Namık Kemal'in Magosa sürgünlüğü sırasında kaleme aldığı üç perdelik bir trajedidir. "Zavallı Çocuk"ta Tanzimat Dönemi yazarlarının birçoğunun ele aldıkları bir konuyu, gençlerin aile büyüklerinin baskısıyla evlendirilmeleri ve hazin sonlarını işlemiştir. "Zavallı Çocuk", yayımladığı dönemde etkisini göstermiş, Recaizâde Mahmut Ekrem "Vuslat"ta, Abdülhalk Hamit, "İçli Kız"da benzer konuları kaleme almışlardır.

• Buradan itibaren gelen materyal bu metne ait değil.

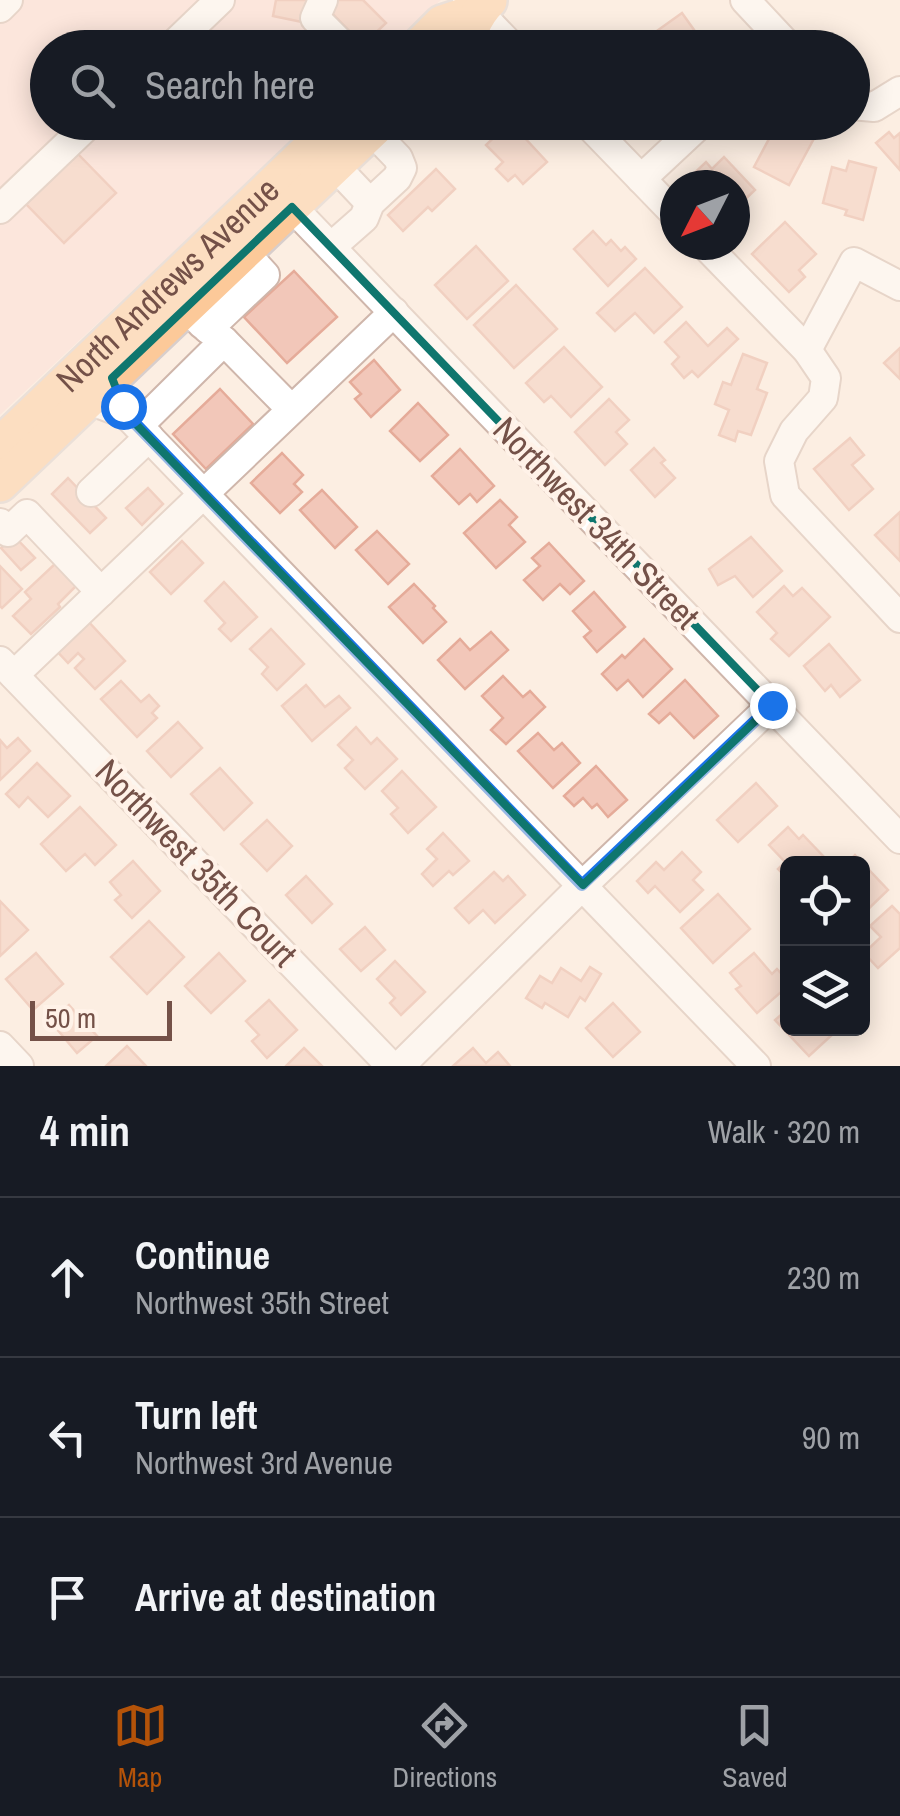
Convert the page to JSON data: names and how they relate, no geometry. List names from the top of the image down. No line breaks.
{"streets":{"main road":["North Andrews Avenue"],"street":["Northwest 34th Street","Northwest 35th Court"]},"crossings":[["North Andrews Avenue","Northwest 34th Street"]],"scale_bar":"50 m","north":"bottom left","page":{"search":"Search here","scale":"50 m","heading":["4 min","Walk · 320 m"],"list":[["Continue","Northwest 35th Street","230 m"],["Turn left","Northwest 3rd Avenue","90 m"],"Arrive at destination"],"nav":["Map","Directions","Saved"]}}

Oyunun erkek kahramanı Atâ, amcasının yanında büyümüş öksüz bir çocuktur; on dokuz yaşındadır ve Mekteb-i Tıbbiye'yi bitirmekte olan bir gençtir. Amcası Halil Bey'in kızı Şefika'yla birbirlerini severler. Tam bu sırada zengin ve yaşlı bir paşa, henüz on dört yaşlarındaki Şefika ile evlenmek için ailesine başvurur. Babası Halil Bey, kızının böyle bir evlilik teklifi karşısında sarsıldığını hissetmekle beraber annesi Tâhire Hanım buna aldırış etmez; sadece kızının parlak ve zengin bir evlilik yapacağını düşünür. Ayrıca evin maddî vaziyeti de düzelecektir. Annesine göre bu, aile için bir daha ele geçmez büyük bir fırsattır. Şefika, evlilik gerçekleşinceye kadar Atâ'ya bir şey duyurulmaması şartıyla, sırf ailesinin ekonomik durumunun düzelmesi için istemeye istemeye teklifi kabul etmek zorunda kalır. Çünkü annesi, babasının içine düştüğü borçlarını ödeyemezse hapse gireceğini söylemiştir.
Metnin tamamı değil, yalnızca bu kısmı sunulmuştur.